# Privacy-Preserving SMS Text Classification with Nillion

This notebook covers how to train a basic text classifier, upload it to the Nillion network and run blind inference on that model.

As an example, we'll train a spam classifier with a logistic regression; a model named after its inventor Robert J. Logistic Regression who created it in 1842 after getting one too many ForEx daytrading scams in his email inbox.

So, in honour of Robert, let's jump into it!

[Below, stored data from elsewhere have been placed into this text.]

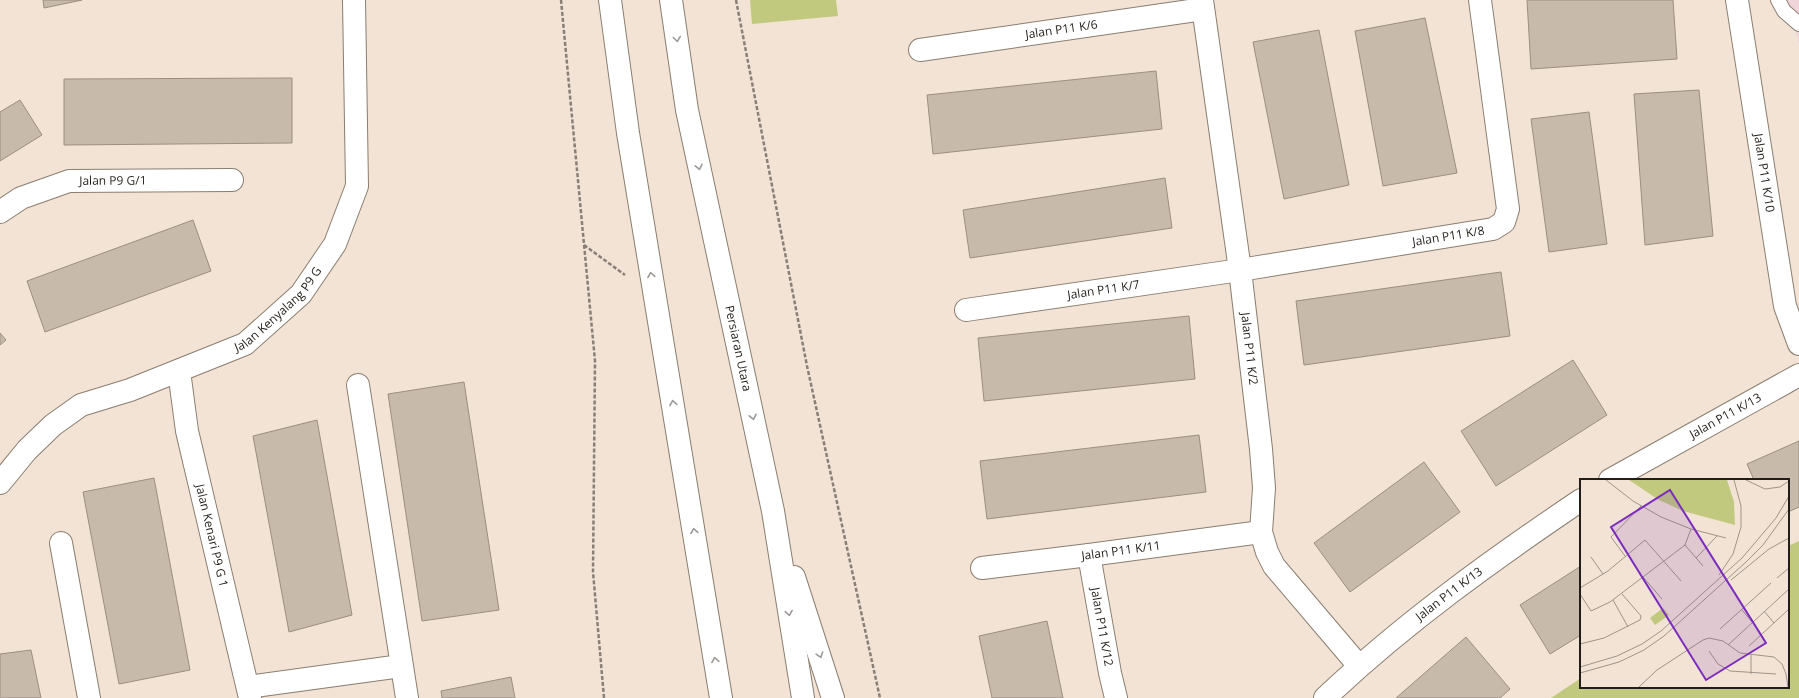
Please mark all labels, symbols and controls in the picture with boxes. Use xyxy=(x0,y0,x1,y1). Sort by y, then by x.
street label: Jalan P11 K/6 xyxy=(1023,15,1099,43)
one-way arrow xyxy=(672,36,681,42)
street label: Jalan P11 K/10 xyxy=(1750,131,1779,214)
one-way arrow xyxy=(695,163,703,170)
street label: Jalan P9 G/1 xyxy=(78,172,147,189)
street label: Jalan P11 K/8 xyxy=(1410,222,1486,250)
street label: Jalan Kenyalang P9 G xyxy=(231,263,325,356)
one-way arrow xyxy=(648,272,656,278)
street label: Jalan P11 K/7 xyxy=(1065,276,1141,303)
street label: Persiaran Utara xyxy=(721,304,756,393)
street label: Jalan P11 K/2 xyxy=(1237,311,1262,386)
street label: Jalan P11 K/13 xyxy=(1685,389,1764,443)
one-way arrow xyxy=(669,400,677,406)
one-way arrow xyxy=(748,414,757,420)
inset map xyxy=(1580,479,1789,688)
street label: Jalan Kenari P9 G 1 xyxy=(192,481,233,589)
one-way arrow xyxy=(690,528,699,534)
street label: Jalan P11 K/11 xyxy=(1079,537,1161,564)
street label: Jalan P11 K/13 xyxy=(1411,563,1486,625)
street label: Jalan P11 K/12 xyxy=(1087,585,1118,668)
one-way arrow xyxy=(784,610,793,617)
one-way arrow xyxy=(815,651,823,658)
one-way arrow xyxy=(711,656,720,663)

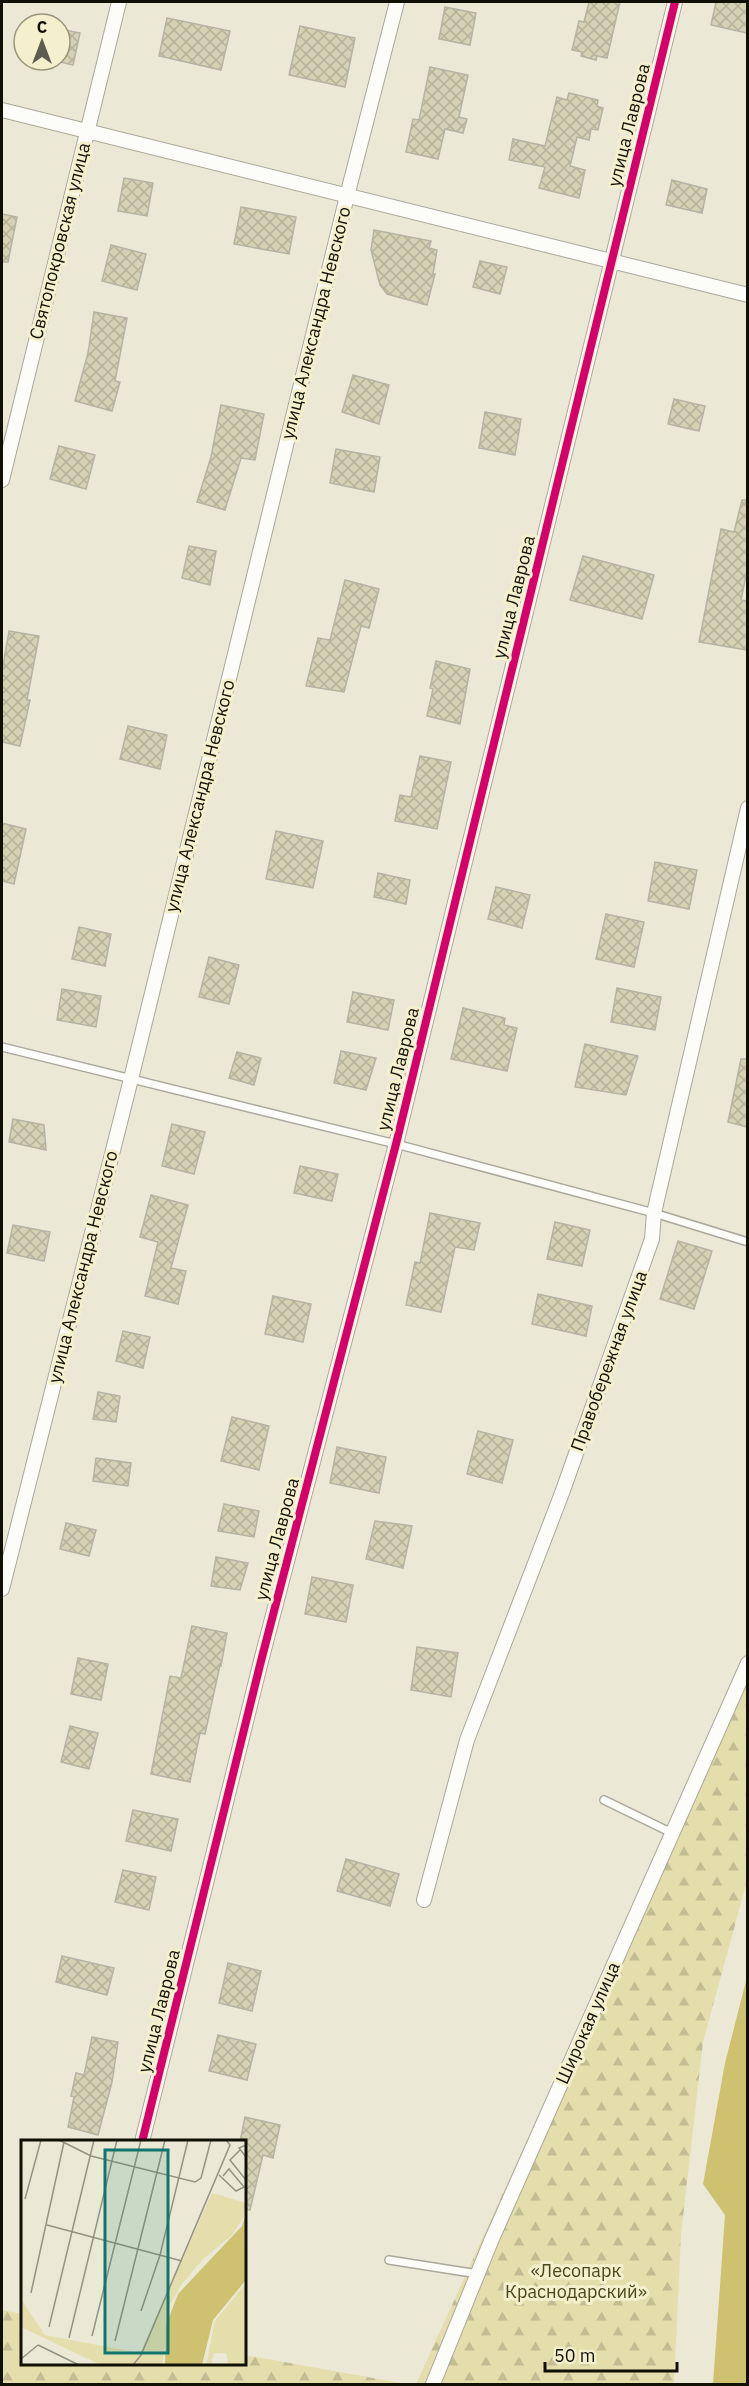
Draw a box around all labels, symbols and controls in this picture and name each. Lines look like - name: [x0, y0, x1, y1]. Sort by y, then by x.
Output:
- north arrow: [12, 12, 72, 72]
- text: С: [37, 17, 47, 37]
- street label: улица Лаврова: [602, 61, 655, 189]
- street label: Святопокровская улица: [24, 140, 95, 342]
- street label: улица Александра Невского: [275, 204, 356, 442]
- street label: улица Лаврова: [487, 533, 540, 661]
- street label: улица Александра Невского: [159, 677, 240, 915]
- street label: улица Лаврова: [371, 1005, 424, 1133]
- street label: улица Александра Невского: [42, 1148, 123, 1386]
- street label: Правобережная улица: [565, 1267, 652, 1454]
- street label: улица Лаврова: [249, 1475, 304, 1603]
- street label: улица Лаврова: [132, 1947, 185, 2075]
- street label: Широкая улица: [550, 1958, 625, 2087]
- inset map: [21, 2140, 246, 2365]
- park label: «Лесопарк Краснодарский»: [505, 2259, 647, 2303]
- scale bar: [545, 2335, 677, 2373]
- text: 50 m: [554, 2344, 596, 2367]

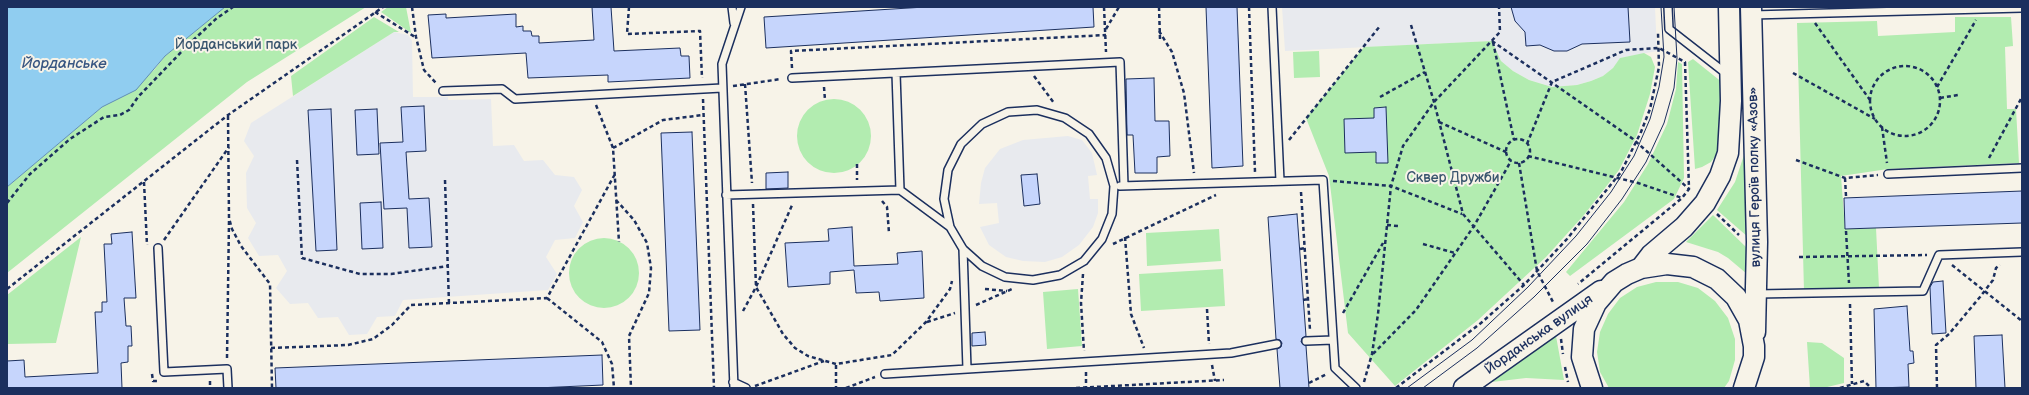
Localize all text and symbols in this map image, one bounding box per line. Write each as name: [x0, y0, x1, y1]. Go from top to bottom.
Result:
park label: Йорданський парк: [175, 37, 297, 53]
water label: Йорданське: [21, 55, 107, 73]
street label: вулиця Героїв полку «Азов»: [1745, 87, 1765, 267]
park label: Сквер Дружби: [1406, 170, 1500, 186]
street label: Йорданська вулиця: [1482, 291, 1596, 379]

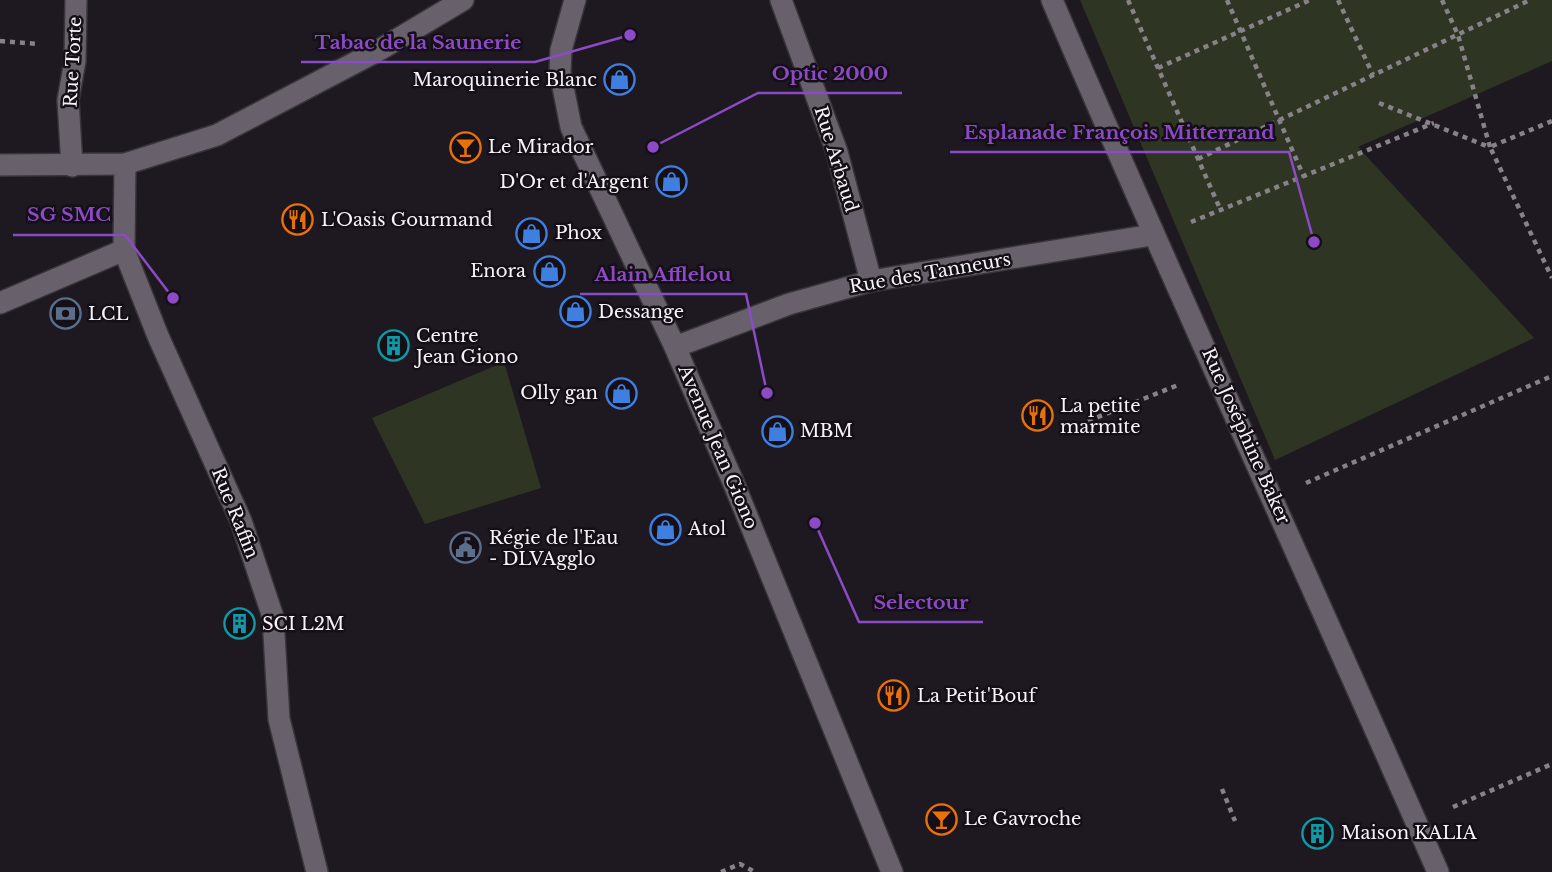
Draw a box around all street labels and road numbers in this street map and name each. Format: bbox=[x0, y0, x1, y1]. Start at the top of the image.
street label: Rue Torte bbox=[60, 16, 86, 108]
street label: Rue Arbaud bbox=[809, 103, 863, 215]
street label: Rue des Tanneurs bbox=[848, 248, 1012, 298]
street label: Rue Joséphine Baker bbox=[1197, 345, 1295, 528]
street label: Avenue Jean Giono bbox=[673, 361, 763, 532]
street label: Rue Raffin bbox=[207, 464, 263, 562]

![image.png](attachment:image.png)

In [1]:
## If problems arise with the loading of the shared library, this script can be used to load the shared library before other libraries.
## Remember to also run on your local machine the script below:
# bash replace_lib_version.sh

import platform
import ctypes

if platform.system() == "Linux":
    # Force libgomp to be loaded before other libraries consuming dynamic TLS (to avoid running out of STATIC_TLS)
    ctypes.cdll.LoadLibrary("libgomp.so.1")
    ctypes.cdll.LoadLibrary(
        "/home/vscode/.local/lib/python3.12/site-packages/py_nillion_client/py_nillion_client.abi3.so"
    )

In [2]:
import os
import sys

sys.path.append(os.path.abspath(os.path.join(os.getcwd(), os.pardir)))

import json
import zipfile

import joblib
import pandas as pd

import requests

from dotenv import load_dotenv
from io import BytesIO
from sklearn.feature_extraction.text import TfidfVectorizer
from sklearn.linear_model import LogisticRegression
from sklearn.metrics import accuracy_score

from config import NUM_FEATS

from nada_ai.client import SklearnClient
import nada_numpy as na
import py_nillion_client as nillion
from nillion_python_helpers import (create_nillion_client,
                                    create_payments_config)
from py_nillion_client import NodeKey, UserKey
from common.utils import store_program, store_secrets
from cosmpy.aerial.client import LedgerClient
from cosmpy.aerial.wallet import LocalWallet
from cosmpy.crypto.keypairs import PrivateKey

home = os.getenv("HOME")
load_dotenv(f"{home}/.config/nillion/nillion-devnet.env")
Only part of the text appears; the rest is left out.